The task:
May I please have every record restated word for word, with the images left out?

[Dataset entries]
● ● ● ● ● ● ●
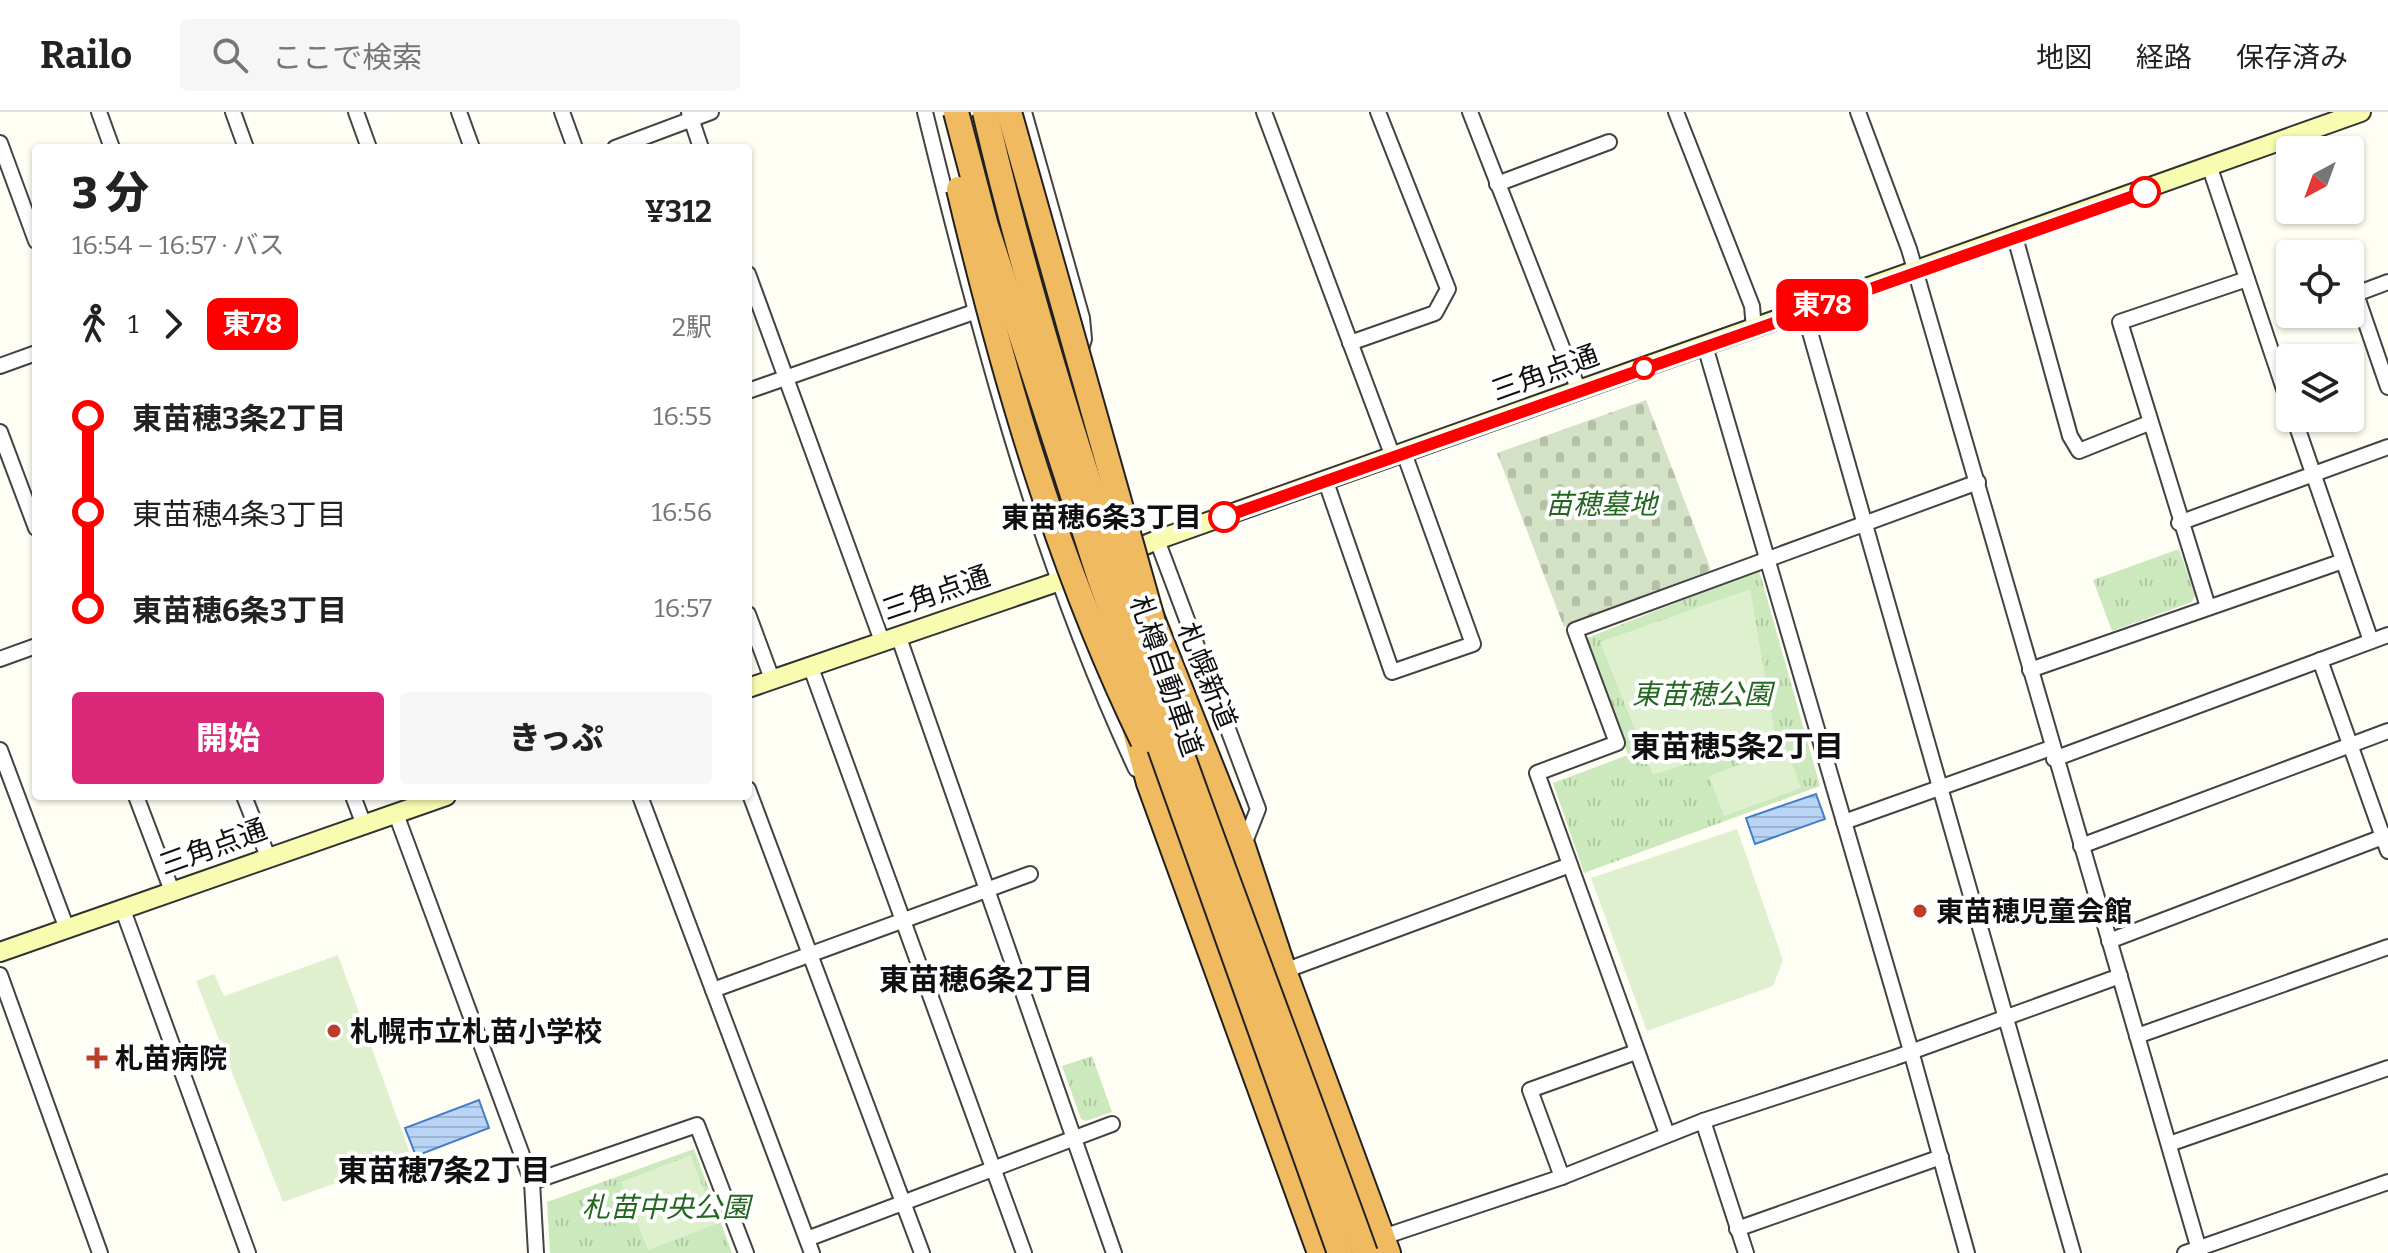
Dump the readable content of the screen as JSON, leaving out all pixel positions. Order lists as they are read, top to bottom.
{
  "streets": {
    "highway": ["札樽自動車道", "札幌新道"],
    "street": ["三角点通"]
  },
  "crossings": [
    ["三角点通", "札幌新道"],
    ["札樽自動車道", "札幌新道"]
  ],
  "districts": ["東苗穂5条2丁目", "東苗穂6条2丁目", "東苗穂7条2丁目"],
  "parks": ["苗穂墓地", "東苗穂公園", "札苗中央公園"],
  "places": {
    "other": ["東苗穂6条3丁目", "東苗穂児童会館", "札幌市立札苗小学校"],
    "health": ["札苗病院"]
  },
  "lines": ["bus line 東78"],
  "north": "bottom left",
  "page": {
    "header": "Railo",
    "search": "ここで検索",
    "nav": ["地図", "経路", "保存済み"],
    "on_map": "東78",
    "heading": ["3 分", "16:54 – 16:57 · バス", "¥312"],
    "legs": ["1", "東78", "2駅"],
    "list": [
      {
        "name": "東苗穂3条2丁目",
        "value": "16:55"
      },
      {
        "name": "東苗穂4条3丁目",
        "value": "16:56"
      },
      {
        "name": "東苗穂6条3丁目",
        "value": "16:57"
      }
    ],
    "buttons": ["開始", "きっぷ"]
  }
}
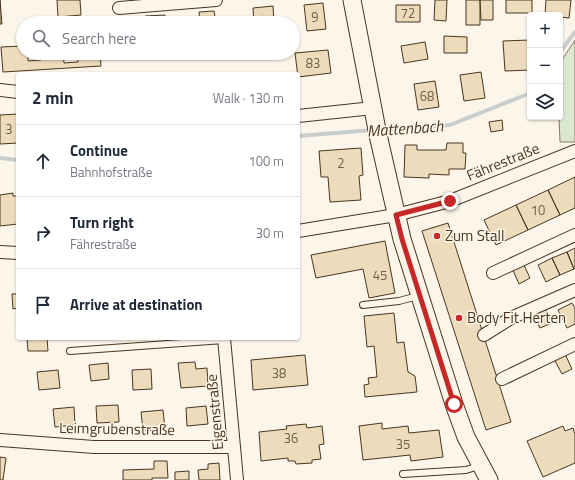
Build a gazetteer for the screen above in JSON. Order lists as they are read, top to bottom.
● ● ● ● ● ● ●
Output below:
Dump the readable content of the screen as JSON, leaving out all pixel positions. Order lists as they are read, top to bottom.
{
  "streets": {
    "highway": ["札樽自動車道", "札幌新道"],
    "street": ["三角点通"]
  },
  "crossings": [
    ["三角点通", "札幌新道"],
    ["札樽自動車道", "札幌新道"]
  ],
  "districts": ["東苗穂5条2丁目", "東苗穂6条2丁目", "東苗穂7条2丁目"],
  "parks": ["苗穂墓地", "東苗穂公園", "札苗中央公園"],
  "places": {
    "other": ["東苗穂6条3丁目", "東苗穂児童会館", "札幌市立札苗小学校"],
    "health": ["札苗病院"]
  },
  "lines": ["bus line 東78"],
  "north": "bottom left",
  "page": {
    "header": "Railo",
    "search": "ここで検索",
    "nav": ["地図", "経路", "保存済み"],
    "on_map": "東78",
    "heading": ["3 分", "16:54 – 16:57 · バス", "¥312"],
    "legs": ["1", "東78", "2駅"],
    "list": [
      {
        "name": "東苗穂3条2丁目",
        "value": "16:55"
      },
      {
        "name": "東苗穂4条3丁目",
        "value": "16:56"
      },
      {
        "name": "東苗穂6条3丁目",
        "value": "16:57"
      }
    ],
    "buttons": ["開始", "きっぷ"]
  }
}
Build a gazetteer for the screen above in JSON. Order lists as they are read, top to bottom.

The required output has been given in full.